- Activity:
Among the lines below, count those with the word "bottom". Answer with the number only.

- Data:
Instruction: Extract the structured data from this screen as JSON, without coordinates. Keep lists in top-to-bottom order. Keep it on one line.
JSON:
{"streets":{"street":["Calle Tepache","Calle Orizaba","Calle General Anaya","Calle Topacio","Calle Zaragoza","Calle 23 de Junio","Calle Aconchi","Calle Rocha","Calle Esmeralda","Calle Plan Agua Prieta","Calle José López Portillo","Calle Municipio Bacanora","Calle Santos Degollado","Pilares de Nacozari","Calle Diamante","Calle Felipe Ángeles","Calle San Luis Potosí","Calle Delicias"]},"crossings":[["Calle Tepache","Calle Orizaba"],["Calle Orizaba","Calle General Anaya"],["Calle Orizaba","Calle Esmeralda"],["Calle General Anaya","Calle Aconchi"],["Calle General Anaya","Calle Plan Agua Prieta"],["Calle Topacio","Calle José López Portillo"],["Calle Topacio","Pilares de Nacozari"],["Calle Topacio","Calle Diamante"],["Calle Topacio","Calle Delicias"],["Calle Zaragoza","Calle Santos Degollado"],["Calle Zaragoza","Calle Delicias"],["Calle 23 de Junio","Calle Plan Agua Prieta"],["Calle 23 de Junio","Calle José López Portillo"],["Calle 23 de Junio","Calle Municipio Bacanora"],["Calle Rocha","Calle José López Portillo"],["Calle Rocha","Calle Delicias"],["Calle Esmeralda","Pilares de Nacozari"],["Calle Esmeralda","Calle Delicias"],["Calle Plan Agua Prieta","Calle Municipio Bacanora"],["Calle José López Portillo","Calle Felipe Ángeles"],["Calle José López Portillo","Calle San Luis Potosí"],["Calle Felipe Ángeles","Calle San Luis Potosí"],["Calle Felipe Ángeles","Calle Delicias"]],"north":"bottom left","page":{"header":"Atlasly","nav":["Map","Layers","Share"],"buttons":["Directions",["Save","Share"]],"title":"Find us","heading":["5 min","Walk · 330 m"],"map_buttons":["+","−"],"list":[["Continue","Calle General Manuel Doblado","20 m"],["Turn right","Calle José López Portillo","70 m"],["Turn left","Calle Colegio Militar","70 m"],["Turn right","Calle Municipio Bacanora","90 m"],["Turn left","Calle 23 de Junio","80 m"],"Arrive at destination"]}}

- Finished exercise:
2